Question

Evaluate the logarithm. Round your result to three decimal places.\(\log _{27} 35\)

Short answer

1.280

Step-by-step solution

Understand the problem

Here we have to evaluate \(\log _{27}35\). This means we have to find the exponent that 27 must be raised to obtain 35.

Conversion to natural logarithm

It is easier to calculate logarithms with base \(e\), i.e., natural logarithms (\(\ln\)). Logarithms with any base can be converted to natural logarithms using the formula \(\log_a b = \frac{\ln b}{\ln a}\). So, \(\log _{27}35 = \frac{\ln 35}{\ln 27}\)

Calculate using calculator

Now you can calculate both natural logarithms \(\ln 35\) and \(\ln 27\), and then divide the former by the latter. Don’t forget to round the answer to three decimal places. Using a scientific calculator you get \(\frac{\ln 35}{\ln 27} ≈ 1.280\)

Key concepts

Logarithm Properties

Logarithms are like the 'detectives' of the math world – they help us find the missing exponent needed to get from one number to another. But they have a set of rules, or properties, that make working with them easier. Here are the crucial ones to remember:

• Product Rule: The logarithm of a product is equal to the sum of the logarithms of the factors. In math terms, this is \(\log_b(mn) = \log_b(m) + \log_b(n)\).
• Quotient Rule: The logarithm of a quotient is the difference between the logarithm of the numerator and the logarithm of the denominator. So, \(\log_b\left(\frac{m}{n}\right) = \log_b(m) - \log_b(n)\).
• Power Rule: The logarithm of a power is equal to the exponent times the logarithm of the base, represented as \(\log_b(m^k) = k \cdot \log_b(m)\).
• Change of Base Formula: This is handy for converting logarithms from one base to another and is especially useful for our exercise. It's written as \(\log_b(a) = \frac{\log_c(a)}{\log_c(b)}\), where 'c' can be any positive number. For calculators, it's common to use base 10 or the natural logarithm base, 'e'.

Understanding these properties isn't just about memorizing them; it's about seeing how they make sense. Just like you know that 2 apples plus 2 apples make 4 apples, these properties let you work with logarithms to simplify and solve problems.

Natural Logarithm

The natural logarithm, written as \(\ln\), is a special kind of logarithm because its base is 'e'. The number 'e' is an irrational number, just like pi, and it's about 2.718. Think of 'e' as a universal constant that pops up in growth processes, like interest in a bank or bacteria multiplying.

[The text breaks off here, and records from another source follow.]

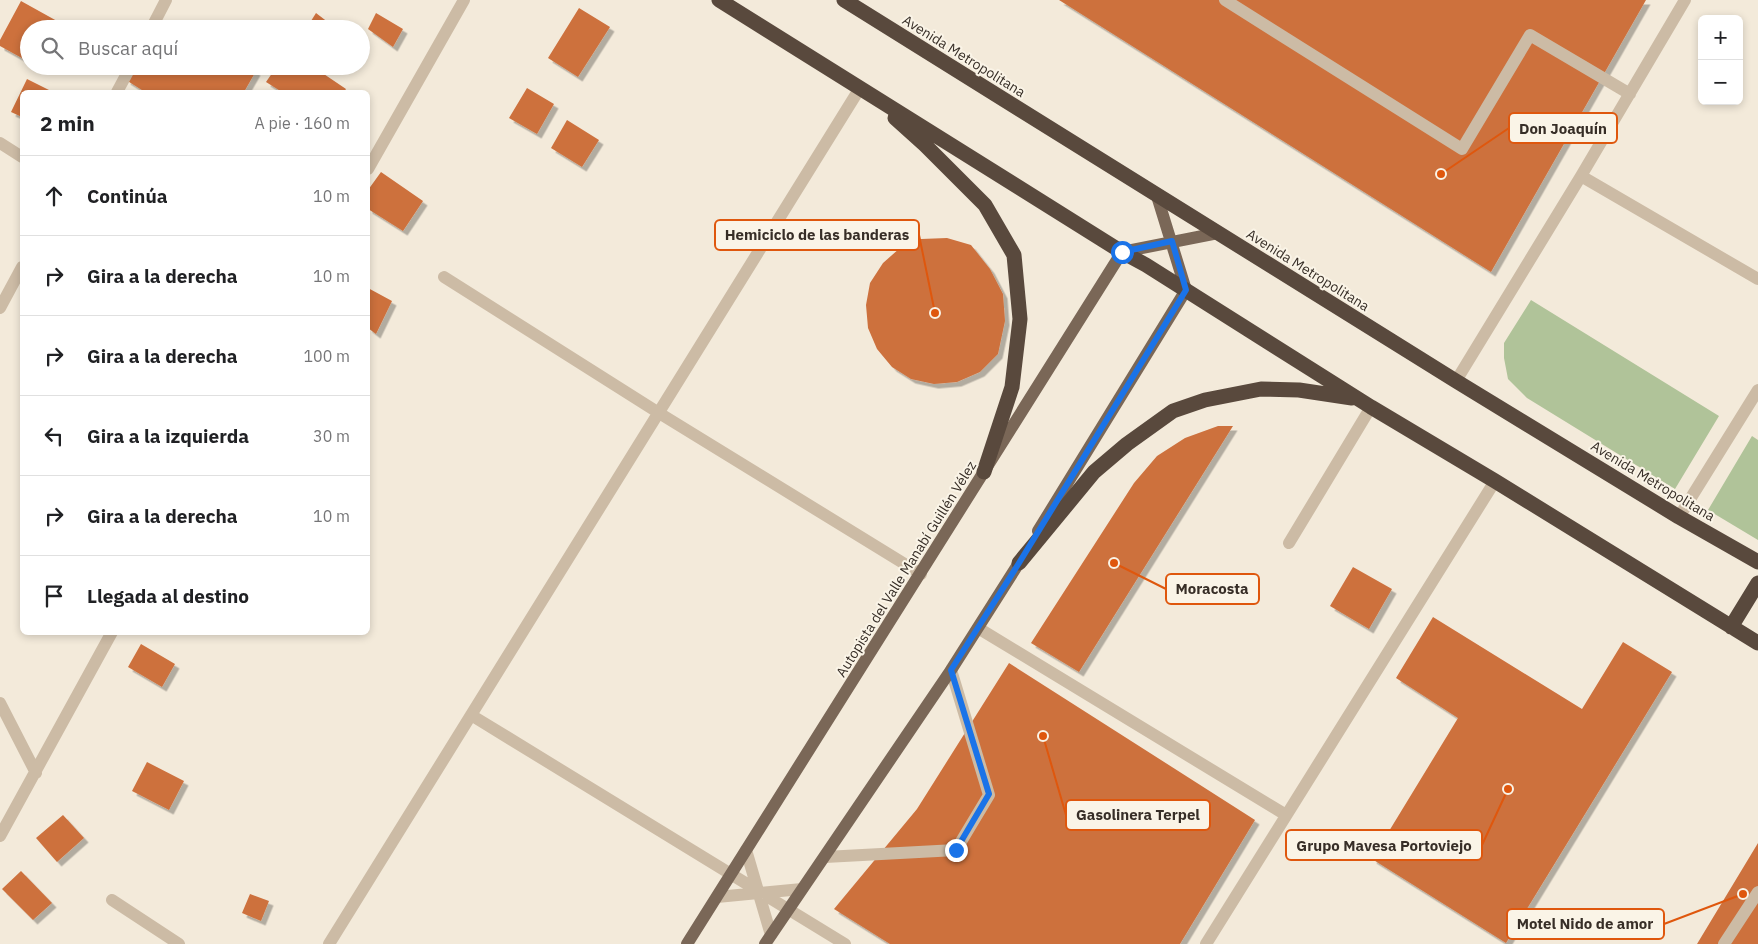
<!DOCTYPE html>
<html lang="es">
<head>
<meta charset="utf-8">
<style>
	:root { --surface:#fff; --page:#f6f6f6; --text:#202124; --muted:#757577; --line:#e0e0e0 }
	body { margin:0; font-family:"IBM Plex Sans",sans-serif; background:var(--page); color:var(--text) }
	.controls { position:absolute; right:15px; top:15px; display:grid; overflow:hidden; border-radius:8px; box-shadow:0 2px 8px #0003 }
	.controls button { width:45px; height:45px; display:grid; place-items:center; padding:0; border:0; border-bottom:1px solid var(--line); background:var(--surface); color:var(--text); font:25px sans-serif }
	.stop { position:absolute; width:15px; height:15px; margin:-11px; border:4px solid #1a73e8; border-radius:50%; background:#fff }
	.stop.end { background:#1a73e8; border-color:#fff; box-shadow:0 1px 5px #0008 }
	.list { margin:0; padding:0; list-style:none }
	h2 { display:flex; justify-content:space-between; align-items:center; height:65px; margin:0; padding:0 20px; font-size:21px }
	h2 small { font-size:16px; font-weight:400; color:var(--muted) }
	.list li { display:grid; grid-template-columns:32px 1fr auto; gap:15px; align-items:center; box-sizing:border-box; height:80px; padding:0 20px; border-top:1px solid var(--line) }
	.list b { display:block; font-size:19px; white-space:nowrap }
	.list em { font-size:16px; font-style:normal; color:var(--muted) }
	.icon { flex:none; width:28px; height:28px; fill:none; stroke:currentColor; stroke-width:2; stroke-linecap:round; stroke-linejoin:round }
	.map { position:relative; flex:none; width:1758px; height:944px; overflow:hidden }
	.search { position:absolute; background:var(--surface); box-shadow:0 2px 8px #0003; left:20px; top:20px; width:350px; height:55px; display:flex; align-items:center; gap:12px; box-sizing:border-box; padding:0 18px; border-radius:28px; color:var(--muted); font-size:19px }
	.panel { position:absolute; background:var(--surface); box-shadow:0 2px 8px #0003; left:20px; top:90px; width:350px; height:545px; border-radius:8px }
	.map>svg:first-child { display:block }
	.green { fill:#b0c399 }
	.building { fill:#cd713e; filter:url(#shadow) }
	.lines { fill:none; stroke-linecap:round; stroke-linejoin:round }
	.minor { stroke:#ccbba5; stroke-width:12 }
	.major { stroke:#7a6757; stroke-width:12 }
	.highway { stroke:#59493d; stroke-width:15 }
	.route { stroke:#1a73e8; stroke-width:6 }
	.labels { text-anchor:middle; stroke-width:4; stroke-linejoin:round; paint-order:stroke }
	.street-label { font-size:14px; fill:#372e27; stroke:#faf4e7 }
	.leader { fill:none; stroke:#df570d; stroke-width:2 }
	.callout-dot { fill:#df570d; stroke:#faf4e7; stroke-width:2 }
	.callout { fill:#faf4e7; stroke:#df570d; stroke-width:2 }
	.callout-label { font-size:15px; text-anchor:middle; font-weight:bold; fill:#372e27 }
</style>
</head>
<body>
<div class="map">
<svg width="1758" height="944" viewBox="0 0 1758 944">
	<defs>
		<filter id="shadow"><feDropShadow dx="4.5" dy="4.5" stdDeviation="0" flood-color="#0004"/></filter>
	</defs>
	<rect width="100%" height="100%" fill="#f3eada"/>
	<path class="green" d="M1531 300 1719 416 1675 489 1527 398 1508 379 1504 358V343Z
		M1752 436 1758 440V540L1708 510Z"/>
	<path class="building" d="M1059 0H1646L1491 272Z
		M21 1 57 21 53 29H29V62L0 46V40Z
		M579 8 610 27 578 77 548 58Z
		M316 13 329 23 326 29H306Z
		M376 13 403 29 393 47 368 29Z
		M134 66H248L256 71 244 92H145L126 80Z
		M277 66H312L346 89 344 92H282L266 82Z
		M27 79 53 92H22V117L11 112Z
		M527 88 554 104 537 134 509 118Z
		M567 120 599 140 582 167 551 148Z
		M381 172 423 201 403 231 368 209V190Z
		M947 238 971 245 990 269 1003 294 1005 321 998 354 980 372 957 382 934 384 911 379 892 367 877 349 868 328 866 305 870 283 883 263 900 248 921 239Z
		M368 288 392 301 376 334 368 328Z
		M1218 426H1233L1079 672 1031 643 1134 483 1157 456 1185 438Z
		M1353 567 1392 589 1369 629 1330 606Z
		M1433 617 1582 709 1623 642 1672 672 1506 943 1372 859 1458 718 1396 678Z
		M141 644 175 664 162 687 128 667Z
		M1009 663 1255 820 1180 944H890L834 909 917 809Z
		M147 762 184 781 169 810 132 791Z
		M63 815 84 838 57 862 36 838Z
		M1758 843V944H1697Z
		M21 871 52 903 33 920 2 889Z
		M250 894 269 901 261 921 242 913Z"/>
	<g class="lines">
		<path class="minor" d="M1225 0 1462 149 1530 35 1630 94
			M151 29 166 0
			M117 92 131 66
			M0 143 22 157
			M368 169 464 0
			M1581 176 1758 279
			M444 277 659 413 921 574
			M0 308 22 267
			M1456 381 1581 176 1685 0
			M1679 517 1758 390
			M1289 543 1371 407
			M978 628 1286 815
			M0 703 36 773
			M471 715 845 944
			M0 836 112 632
			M746 850 771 935
			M825 857 956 850 989 795 951 670
			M717 897 802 889
			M112 900 179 944
			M329 944 860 88
			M1206 944 1495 481
			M1724 944 1758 892"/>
		<path class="major" d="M1038 531 1186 290 1157 196
			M687 944 1122 252 1218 233
			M765 944 951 670 1024 555"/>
		<path class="highway" d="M719 0 1122 252 1146 265 1371 407 1495 481 1758 643
			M844 0 1456 381 1679 517 1758 562
			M895 118 925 145 985 205 1014 255 1020 319 1012 387 984 472
			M1019 563 1094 472 1127 444 1173 411 1205 400 1261 389 1299 390 1352 398
			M1731 627 1758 583"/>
	</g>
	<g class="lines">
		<path class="route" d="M956 850 989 794 951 670 1019 563 1186 290 1172 241 1122 252"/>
	</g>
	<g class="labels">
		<g class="street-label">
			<text transform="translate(964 56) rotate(32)" y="5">Avenida Metropolitana</text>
			<text transform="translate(1308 270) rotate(32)" y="5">Avenida Metropolitana</text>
			<text transform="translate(1653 481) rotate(31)" y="5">Avenida Metropolitana</text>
			<text transform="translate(906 569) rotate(-58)" y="5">Autopista del Valle Manabí Guillén Vélez</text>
		</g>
	</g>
	<path class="leader" d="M1441 174L1509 128M935 313L919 235M1114 563L1166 589M1043 736L1066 815M1508 789L1482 845M1743 894L1664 924"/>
	<g class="callout-dot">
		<circle cx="1441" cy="174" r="5"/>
		<circle cx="935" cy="313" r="5"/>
		<circle cx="1114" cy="563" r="5"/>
		<circle cx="1043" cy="736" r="5"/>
		<circle cx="1508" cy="789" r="5"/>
		<circle cx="1743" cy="894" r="5"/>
	</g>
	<g class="callout">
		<rect x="1509" y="113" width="108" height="30" rx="5"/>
		<rect x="715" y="220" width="204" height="30" rx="5"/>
		<rect x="1166" y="574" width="93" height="30" rx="5"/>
		<rect x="1066" y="800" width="144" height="30" rx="5"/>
		<rect x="1286" y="830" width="196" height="30" rx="5"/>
		<rect x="1507" y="909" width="157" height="30" rx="5"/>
	</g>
	<g class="callout-label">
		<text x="1563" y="134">Don Joaquín</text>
		<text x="817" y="240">Hemiciclo de las banderas</text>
		<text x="1212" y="594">Moracosta</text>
		<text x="1138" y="820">Gasolinera Terpel</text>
		<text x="1384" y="851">Grupo Mavesa Portoviejo</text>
		<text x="1585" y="929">Motel Nido de amor</text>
	</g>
</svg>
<div class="controls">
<button>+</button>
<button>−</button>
</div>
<div class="stop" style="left:1122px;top:252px"></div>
<div class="stop end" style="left:956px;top:850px"></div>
<div class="search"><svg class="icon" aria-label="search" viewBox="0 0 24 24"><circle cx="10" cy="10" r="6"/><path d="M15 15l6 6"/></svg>Buscar aquí</div>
<section class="panel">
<h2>2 min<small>A pie · 160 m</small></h2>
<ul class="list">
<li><svg class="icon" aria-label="ahead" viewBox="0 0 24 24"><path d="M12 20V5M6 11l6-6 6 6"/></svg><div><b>Continúa</b></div><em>10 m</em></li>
<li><svg class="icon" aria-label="right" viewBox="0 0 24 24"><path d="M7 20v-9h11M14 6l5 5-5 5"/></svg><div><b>Gira a la derecha</b></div><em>10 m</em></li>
<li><svg class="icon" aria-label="right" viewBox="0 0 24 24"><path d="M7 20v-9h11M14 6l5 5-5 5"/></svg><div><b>Gira a la derecha</b></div><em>100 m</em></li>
<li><svg class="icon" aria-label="left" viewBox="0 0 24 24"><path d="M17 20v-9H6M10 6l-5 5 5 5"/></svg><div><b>Gira a la izquierda</b></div><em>30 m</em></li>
<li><svg class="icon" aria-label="right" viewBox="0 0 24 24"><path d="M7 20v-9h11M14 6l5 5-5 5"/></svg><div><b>Gira a la derecha</b></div><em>10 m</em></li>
<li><svg class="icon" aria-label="arrive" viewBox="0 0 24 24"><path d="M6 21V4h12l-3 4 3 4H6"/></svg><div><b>Llegada al destino</b></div></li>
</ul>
</section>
</div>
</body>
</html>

Why do we care about the natural logarithm? Because it makes complex calculations, especially those involving growth and decay, much simpler. Calculus loves it for its nice properties when dealing with derivatives and integrals. In terms of our problem, using the formula \(\log_a(b) = \frac{\ln(b)}{\ln(a)}\), we swap awkward base 27 for the friendly base 'e'. This isn't just to make life easy for calculators; it's actually a more natural way to express logarithmic relationships and is deeply connected to the way the world around us changes and grows.

Logarithmic Conversion

Sometimes, you'll run into a logarithm with a base that's not 10 or 'e', and you'll need to convert it. That's what logarithmic conversion is all about. Basically, it's a way to reframe the question to make it easier to solve with the tools we have – like a calculator that only has buttons for \(\log\) (base 10) and \(\ln\) (base e).

In the exercise \(\log _{27}35\), we used the change of base formula to switch from a base of 27 to 'e'. By doing so, we could punch the numbers into a calculator with an \(\ln\) function and get an answer.

• We took the original logarithm \(\log_{27}35\) and applied the change of base formula.
• We calculated the natural logs of 35 and 27 and put one over the other.
• We rounded our final answer to three decimal places because that's often enough precision for practical purposes, and also because sometimes the numbers just keep going with no end in sight (those pesky irrational numbers again!).

When you grasp logarithmic conversion, it's like getting a translator for a language you don't speak. It may seem like a detour, but it's really a bridge to finding the answer with the tools at hand.